Excerpts from a dataset

- - - -

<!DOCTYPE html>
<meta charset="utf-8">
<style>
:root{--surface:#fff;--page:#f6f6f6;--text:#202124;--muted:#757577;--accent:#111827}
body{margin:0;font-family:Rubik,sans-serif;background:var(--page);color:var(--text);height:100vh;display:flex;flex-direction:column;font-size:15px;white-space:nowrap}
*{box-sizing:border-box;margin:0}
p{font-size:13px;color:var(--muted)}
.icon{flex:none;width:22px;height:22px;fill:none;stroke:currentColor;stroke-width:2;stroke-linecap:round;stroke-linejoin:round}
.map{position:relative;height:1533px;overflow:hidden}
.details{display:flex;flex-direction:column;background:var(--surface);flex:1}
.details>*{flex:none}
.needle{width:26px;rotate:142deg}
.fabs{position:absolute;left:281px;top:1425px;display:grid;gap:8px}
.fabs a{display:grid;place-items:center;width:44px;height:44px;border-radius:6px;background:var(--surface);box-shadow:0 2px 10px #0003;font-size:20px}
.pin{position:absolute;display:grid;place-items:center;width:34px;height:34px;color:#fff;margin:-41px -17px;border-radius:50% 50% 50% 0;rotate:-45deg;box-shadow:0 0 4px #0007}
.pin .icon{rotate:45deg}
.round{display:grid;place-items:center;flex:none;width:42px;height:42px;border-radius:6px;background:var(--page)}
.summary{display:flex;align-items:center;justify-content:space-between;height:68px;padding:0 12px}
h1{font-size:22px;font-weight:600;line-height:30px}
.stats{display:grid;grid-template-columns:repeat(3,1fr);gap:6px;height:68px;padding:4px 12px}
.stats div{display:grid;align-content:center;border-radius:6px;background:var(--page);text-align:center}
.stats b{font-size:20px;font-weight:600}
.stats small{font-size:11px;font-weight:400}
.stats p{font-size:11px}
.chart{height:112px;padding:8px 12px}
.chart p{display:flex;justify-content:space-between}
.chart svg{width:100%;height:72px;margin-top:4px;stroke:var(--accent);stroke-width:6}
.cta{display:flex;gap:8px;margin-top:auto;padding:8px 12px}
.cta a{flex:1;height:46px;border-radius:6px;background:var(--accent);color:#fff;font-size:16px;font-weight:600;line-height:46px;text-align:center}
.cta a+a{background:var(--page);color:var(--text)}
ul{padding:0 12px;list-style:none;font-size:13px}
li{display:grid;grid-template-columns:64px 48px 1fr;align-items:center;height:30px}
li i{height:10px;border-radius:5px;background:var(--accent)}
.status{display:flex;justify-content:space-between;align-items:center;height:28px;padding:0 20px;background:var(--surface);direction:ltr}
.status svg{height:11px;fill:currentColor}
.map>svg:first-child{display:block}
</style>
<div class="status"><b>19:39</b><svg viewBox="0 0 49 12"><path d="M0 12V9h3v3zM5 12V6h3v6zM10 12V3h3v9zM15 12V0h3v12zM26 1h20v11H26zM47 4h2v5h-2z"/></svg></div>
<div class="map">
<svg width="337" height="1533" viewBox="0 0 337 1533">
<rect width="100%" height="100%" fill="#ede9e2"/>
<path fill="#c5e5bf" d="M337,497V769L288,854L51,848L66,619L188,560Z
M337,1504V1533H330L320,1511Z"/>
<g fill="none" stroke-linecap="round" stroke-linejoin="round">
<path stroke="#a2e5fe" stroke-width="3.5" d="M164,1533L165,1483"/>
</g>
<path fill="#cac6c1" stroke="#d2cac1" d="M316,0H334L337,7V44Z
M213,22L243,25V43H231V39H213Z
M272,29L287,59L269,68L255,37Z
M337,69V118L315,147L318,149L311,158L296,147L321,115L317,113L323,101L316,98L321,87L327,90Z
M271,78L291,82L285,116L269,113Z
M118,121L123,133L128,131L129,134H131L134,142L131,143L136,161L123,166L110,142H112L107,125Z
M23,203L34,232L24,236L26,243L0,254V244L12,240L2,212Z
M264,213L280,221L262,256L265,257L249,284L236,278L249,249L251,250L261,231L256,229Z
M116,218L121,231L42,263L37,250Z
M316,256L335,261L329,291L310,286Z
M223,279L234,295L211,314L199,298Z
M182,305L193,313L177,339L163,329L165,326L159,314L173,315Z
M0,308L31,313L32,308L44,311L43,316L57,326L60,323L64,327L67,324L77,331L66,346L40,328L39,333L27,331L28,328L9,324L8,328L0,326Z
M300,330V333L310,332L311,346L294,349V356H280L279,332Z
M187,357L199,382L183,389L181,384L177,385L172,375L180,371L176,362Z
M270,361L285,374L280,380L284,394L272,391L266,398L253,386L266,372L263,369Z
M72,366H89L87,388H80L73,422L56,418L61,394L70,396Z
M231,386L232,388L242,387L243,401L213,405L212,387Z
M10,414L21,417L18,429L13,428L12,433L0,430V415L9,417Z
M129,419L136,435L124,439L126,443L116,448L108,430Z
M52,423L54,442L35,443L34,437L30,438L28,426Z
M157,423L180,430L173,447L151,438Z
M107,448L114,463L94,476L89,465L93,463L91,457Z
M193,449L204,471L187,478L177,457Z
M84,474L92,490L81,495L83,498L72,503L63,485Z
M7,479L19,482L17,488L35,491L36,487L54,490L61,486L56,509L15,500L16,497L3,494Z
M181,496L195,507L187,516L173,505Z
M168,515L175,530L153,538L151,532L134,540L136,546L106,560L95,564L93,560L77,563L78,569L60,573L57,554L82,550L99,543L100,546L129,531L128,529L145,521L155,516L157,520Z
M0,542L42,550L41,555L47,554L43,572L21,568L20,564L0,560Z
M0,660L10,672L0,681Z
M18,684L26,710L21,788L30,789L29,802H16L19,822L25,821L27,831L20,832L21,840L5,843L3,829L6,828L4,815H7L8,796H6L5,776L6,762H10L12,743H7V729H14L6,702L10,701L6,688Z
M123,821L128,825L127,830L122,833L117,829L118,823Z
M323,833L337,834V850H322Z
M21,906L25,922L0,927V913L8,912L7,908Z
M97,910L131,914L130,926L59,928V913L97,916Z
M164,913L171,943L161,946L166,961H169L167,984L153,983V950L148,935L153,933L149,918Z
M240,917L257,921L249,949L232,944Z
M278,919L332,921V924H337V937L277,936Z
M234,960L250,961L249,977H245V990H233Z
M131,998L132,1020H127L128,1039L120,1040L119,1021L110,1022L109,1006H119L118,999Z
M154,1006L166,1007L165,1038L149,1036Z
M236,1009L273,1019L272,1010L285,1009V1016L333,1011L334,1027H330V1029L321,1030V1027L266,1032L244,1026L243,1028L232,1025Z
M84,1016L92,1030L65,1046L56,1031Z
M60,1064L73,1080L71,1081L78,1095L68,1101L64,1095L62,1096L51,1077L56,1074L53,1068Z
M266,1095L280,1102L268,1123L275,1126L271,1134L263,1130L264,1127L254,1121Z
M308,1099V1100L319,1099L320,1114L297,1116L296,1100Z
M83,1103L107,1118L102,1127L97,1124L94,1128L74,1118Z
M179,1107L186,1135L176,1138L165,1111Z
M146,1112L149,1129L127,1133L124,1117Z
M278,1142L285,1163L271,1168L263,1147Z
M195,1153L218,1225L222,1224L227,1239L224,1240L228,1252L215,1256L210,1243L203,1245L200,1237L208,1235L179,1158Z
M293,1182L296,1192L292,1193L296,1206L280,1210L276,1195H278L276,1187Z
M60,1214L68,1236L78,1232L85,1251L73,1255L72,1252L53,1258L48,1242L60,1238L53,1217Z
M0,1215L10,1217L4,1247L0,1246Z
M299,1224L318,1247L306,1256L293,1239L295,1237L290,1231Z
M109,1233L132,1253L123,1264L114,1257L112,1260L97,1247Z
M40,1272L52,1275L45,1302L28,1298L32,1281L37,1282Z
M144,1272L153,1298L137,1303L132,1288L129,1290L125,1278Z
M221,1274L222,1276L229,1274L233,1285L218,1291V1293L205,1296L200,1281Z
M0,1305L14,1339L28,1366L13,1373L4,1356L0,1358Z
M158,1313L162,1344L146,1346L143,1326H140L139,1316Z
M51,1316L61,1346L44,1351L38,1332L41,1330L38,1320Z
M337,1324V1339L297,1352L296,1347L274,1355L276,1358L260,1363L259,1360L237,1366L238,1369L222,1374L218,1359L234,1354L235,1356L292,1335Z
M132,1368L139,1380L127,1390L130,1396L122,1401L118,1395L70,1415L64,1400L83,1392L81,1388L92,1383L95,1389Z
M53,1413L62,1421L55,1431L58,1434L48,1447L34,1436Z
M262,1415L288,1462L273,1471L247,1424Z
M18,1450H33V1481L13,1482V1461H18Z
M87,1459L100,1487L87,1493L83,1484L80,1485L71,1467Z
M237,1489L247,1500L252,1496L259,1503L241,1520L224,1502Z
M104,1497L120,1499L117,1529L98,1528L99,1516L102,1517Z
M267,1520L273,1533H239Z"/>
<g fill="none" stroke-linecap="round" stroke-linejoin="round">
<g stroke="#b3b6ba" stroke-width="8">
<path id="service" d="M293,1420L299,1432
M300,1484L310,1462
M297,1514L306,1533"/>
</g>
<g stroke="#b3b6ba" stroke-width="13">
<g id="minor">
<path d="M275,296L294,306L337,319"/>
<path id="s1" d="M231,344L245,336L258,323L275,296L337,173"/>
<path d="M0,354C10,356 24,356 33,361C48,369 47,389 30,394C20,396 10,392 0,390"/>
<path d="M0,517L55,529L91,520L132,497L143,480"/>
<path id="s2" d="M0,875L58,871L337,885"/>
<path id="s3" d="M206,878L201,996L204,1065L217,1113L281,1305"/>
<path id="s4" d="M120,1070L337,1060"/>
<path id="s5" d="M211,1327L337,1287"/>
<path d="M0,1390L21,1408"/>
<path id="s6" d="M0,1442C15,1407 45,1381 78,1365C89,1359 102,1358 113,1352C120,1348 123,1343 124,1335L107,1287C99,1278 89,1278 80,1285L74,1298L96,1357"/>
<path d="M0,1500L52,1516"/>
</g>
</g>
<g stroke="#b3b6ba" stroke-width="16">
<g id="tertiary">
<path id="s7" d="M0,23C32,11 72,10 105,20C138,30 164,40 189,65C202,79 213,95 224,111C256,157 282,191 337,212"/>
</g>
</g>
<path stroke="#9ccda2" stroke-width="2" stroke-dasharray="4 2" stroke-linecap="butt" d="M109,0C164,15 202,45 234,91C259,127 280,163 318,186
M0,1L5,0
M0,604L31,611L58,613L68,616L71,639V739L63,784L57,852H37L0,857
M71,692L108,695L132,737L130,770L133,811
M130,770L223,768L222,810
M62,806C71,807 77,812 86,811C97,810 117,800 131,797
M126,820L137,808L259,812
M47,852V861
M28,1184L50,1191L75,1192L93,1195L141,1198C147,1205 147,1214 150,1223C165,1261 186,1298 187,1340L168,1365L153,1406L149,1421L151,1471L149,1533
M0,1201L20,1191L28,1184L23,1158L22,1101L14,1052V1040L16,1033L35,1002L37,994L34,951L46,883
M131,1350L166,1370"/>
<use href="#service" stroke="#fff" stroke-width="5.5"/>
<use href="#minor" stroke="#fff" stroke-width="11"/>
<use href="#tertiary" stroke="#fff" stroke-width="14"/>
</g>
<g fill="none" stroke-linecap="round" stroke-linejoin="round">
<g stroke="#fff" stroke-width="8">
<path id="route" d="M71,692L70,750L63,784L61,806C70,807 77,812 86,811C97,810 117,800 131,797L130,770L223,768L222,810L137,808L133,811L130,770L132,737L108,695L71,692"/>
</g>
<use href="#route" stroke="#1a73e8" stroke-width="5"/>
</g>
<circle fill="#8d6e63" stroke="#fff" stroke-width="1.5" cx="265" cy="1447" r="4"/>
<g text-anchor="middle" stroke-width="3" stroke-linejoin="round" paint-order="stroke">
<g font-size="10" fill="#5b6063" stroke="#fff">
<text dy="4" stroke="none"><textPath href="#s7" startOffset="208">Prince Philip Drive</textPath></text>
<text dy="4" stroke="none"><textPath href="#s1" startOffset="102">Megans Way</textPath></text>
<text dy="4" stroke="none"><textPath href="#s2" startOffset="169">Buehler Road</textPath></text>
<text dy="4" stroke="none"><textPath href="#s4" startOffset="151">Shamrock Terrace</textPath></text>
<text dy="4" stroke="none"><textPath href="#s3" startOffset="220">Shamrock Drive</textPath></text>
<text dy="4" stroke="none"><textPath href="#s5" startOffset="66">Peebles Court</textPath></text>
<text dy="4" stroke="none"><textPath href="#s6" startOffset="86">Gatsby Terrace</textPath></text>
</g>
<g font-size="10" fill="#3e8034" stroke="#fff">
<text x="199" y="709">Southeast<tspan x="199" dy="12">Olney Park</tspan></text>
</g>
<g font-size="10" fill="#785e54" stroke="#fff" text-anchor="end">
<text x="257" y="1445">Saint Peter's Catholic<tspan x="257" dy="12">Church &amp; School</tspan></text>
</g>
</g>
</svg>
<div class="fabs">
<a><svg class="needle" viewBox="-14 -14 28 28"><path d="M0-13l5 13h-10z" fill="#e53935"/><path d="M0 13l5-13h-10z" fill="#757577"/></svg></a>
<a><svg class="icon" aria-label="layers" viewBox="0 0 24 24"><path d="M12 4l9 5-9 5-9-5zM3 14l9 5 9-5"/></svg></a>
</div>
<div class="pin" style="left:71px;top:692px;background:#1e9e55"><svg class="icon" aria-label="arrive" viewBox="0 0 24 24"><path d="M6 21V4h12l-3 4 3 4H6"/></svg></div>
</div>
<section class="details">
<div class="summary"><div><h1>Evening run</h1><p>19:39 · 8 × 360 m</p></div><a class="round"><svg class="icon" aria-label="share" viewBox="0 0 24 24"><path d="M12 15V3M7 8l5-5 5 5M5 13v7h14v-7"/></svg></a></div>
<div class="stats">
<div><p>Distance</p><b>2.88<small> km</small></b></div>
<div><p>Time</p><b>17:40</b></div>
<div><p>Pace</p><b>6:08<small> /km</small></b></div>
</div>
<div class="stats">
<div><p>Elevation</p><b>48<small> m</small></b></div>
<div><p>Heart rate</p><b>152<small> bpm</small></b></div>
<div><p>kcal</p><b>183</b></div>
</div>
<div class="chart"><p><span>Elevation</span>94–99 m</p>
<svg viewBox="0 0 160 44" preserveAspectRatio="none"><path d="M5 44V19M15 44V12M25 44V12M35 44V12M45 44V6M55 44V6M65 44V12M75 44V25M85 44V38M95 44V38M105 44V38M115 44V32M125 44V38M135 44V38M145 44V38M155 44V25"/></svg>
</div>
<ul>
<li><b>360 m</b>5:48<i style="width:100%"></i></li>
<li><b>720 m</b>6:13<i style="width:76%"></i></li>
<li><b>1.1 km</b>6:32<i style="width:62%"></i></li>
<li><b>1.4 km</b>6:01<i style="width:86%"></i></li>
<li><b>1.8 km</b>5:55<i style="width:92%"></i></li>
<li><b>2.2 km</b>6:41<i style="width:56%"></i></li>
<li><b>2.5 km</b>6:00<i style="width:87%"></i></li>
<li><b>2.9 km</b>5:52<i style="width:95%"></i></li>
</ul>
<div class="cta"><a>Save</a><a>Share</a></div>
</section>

- - - -

PROBLEM REQUIREMENTS: Among the records, count every line where "direction" appears. Reply with the total alone.

COMPLETED EXERCISE: 3